Ingredient Notes

Canned Tomatoes
I use canned tomatoes a lot and only use whole tomatoes. The reason is that I once spoke with a man who used to work at a tomato canning factory. He said that the whole tomatoes were usually the best, with the quality going down with the more processing involved. He said to absolutely avoid crushed tomatoes at all costs.
I always take the extra step to deseed canned tomatoes as they tend to add a bitter flavour. I pour the entire can into a large bowl and open each tomato with my hands and scrape out the seeds, then shake the tomato out in the can liquid until the seeds dislodge. I put the cleaned tomato into another bowl. After doing this with all the tomatoes, I pour the leftover liquid through a sieve and use a wooden spoon to moosh any tomato bits through, while keeping the seeds out. It’s labour intensive, but it’s worth it. 

coconut-milkCoconut milk

I’ve found that coconut milk comes in a variety of price points. The ones I buy are generally more expensive, and will be mostly just coconut milk and water. The cheaper ones have all sorts of preservatives and mystery ingredients in them. I can’t confirm that the purer ones taste better, but why add any unnecessary ingredients?

Dried anchovies

I buy these at the Asian grocery store, in the dried goods section.
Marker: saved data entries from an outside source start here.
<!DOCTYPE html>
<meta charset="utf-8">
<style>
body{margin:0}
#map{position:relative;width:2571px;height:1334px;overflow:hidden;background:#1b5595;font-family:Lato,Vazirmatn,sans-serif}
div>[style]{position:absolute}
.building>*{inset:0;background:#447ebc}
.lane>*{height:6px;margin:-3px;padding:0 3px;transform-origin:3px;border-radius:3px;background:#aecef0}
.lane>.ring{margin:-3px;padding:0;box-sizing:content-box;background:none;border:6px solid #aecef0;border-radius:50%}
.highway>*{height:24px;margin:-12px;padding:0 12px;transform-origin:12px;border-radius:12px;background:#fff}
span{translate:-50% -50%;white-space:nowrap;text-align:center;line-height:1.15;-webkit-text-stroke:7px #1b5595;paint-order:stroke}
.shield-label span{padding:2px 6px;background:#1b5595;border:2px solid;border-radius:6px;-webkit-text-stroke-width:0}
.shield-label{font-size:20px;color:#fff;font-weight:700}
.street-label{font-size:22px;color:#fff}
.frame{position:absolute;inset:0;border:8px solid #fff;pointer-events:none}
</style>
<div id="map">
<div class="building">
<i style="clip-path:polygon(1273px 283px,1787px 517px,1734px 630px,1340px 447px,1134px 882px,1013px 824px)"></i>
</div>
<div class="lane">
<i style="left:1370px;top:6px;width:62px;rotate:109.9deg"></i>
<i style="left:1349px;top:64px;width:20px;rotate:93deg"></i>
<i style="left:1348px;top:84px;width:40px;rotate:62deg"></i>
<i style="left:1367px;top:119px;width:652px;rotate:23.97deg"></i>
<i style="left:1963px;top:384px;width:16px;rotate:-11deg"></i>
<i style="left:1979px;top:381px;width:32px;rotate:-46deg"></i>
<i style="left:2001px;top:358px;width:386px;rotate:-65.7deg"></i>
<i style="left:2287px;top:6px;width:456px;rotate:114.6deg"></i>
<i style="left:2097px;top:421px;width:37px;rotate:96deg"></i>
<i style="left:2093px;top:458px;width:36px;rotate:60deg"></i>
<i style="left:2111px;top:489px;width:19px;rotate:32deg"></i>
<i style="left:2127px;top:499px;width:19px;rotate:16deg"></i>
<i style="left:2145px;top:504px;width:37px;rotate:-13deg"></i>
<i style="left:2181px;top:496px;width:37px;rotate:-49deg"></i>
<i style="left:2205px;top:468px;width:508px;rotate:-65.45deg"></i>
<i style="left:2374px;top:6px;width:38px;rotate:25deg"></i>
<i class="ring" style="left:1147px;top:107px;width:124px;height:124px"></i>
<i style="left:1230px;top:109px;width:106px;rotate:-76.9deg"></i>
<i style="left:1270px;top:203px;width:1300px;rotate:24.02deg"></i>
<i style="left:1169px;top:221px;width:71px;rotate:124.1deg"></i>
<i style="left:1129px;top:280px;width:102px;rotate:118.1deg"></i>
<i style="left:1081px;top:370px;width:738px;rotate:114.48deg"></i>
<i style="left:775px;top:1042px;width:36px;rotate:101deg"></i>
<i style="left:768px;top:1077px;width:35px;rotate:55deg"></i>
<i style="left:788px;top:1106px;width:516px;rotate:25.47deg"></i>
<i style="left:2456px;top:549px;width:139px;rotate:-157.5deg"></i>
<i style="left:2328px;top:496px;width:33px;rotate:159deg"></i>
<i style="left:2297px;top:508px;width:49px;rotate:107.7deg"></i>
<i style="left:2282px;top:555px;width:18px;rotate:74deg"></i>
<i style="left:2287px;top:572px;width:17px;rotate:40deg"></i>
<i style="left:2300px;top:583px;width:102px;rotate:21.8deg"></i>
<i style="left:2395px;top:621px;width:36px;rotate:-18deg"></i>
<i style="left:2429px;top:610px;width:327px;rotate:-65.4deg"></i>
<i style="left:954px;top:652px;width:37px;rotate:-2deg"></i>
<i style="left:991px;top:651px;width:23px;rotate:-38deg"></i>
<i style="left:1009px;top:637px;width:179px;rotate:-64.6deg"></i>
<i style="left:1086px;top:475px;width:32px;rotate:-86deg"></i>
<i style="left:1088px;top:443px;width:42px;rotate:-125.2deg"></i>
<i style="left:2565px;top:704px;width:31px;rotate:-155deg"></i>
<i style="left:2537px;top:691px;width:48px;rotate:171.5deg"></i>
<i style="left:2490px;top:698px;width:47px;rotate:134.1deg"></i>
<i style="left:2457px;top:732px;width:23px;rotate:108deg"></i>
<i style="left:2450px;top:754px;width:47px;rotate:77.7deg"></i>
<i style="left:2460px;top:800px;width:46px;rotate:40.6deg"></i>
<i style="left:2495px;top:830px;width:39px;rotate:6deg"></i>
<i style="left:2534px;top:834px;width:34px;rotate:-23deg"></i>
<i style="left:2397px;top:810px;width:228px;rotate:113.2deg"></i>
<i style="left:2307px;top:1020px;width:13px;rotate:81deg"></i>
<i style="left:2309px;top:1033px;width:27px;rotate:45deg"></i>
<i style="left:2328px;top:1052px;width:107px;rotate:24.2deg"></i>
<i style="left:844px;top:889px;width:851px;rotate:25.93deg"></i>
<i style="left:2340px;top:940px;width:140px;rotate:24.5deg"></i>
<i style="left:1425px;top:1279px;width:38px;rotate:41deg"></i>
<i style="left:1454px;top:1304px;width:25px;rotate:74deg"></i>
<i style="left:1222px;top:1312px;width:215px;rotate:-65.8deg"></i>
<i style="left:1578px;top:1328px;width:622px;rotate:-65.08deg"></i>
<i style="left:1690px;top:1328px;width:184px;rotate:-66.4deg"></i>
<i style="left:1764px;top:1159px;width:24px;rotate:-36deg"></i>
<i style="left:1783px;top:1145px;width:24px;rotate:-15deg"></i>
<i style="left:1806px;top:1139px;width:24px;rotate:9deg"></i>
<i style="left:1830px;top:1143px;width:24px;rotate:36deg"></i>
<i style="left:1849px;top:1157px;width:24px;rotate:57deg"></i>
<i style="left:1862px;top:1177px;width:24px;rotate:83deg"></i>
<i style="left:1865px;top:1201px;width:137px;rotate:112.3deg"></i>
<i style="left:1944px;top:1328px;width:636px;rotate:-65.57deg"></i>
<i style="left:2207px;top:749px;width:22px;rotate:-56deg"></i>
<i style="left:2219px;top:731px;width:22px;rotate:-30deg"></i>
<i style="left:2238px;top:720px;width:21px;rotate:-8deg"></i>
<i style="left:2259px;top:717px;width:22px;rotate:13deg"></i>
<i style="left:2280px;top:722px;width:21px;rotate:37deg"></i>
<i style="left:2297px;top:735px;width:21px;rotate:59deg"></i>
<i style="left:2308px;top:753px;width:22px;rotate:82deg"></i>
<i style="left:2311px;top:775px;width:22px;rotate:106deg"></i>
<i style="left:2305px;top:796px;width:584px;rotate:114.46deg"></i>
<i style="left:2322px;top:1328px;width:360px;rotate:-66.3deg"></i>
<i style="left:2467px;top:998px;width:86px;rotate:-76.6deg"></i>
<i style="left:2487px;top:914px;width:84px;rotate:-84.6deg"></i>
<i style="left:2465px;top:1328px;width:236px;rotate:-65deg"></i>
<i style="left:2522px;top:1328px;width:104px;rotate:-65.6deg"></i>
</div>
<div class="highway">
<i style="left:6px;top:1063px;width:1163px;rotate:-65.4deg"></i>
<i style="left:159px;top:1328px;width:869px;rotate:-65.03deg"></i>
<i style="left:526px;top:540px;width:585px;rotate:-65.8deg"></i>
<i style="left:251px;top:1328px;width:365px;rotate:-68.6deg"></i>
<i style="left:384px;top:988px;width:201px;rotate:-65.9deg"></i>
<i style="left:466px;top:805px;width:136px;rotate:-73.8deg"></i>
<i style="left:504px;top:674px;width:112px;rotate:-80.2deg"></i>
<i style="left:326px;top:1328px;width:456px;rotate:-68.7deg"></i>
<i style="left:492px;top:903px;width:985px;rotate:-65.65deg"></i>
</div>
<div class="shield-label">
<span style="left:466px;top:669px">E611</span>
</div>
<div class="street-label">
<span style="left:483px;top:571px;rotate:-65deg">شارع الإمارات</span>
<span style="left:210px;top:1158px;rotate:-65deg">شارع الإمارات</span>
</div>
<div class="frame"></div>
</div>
They come in a bag. I find that these are super great for adding a seafoody, umami flavour to food without adding to the saltiness of the dish.
I’ve actually made a umami powder by grinding up dried anchovies, dried seaweed and dried mushrooms. I’ve given it as gifts and people really enjoy it. I add it to Asian dishes that are tasting a little bland, but don’t need any more salt.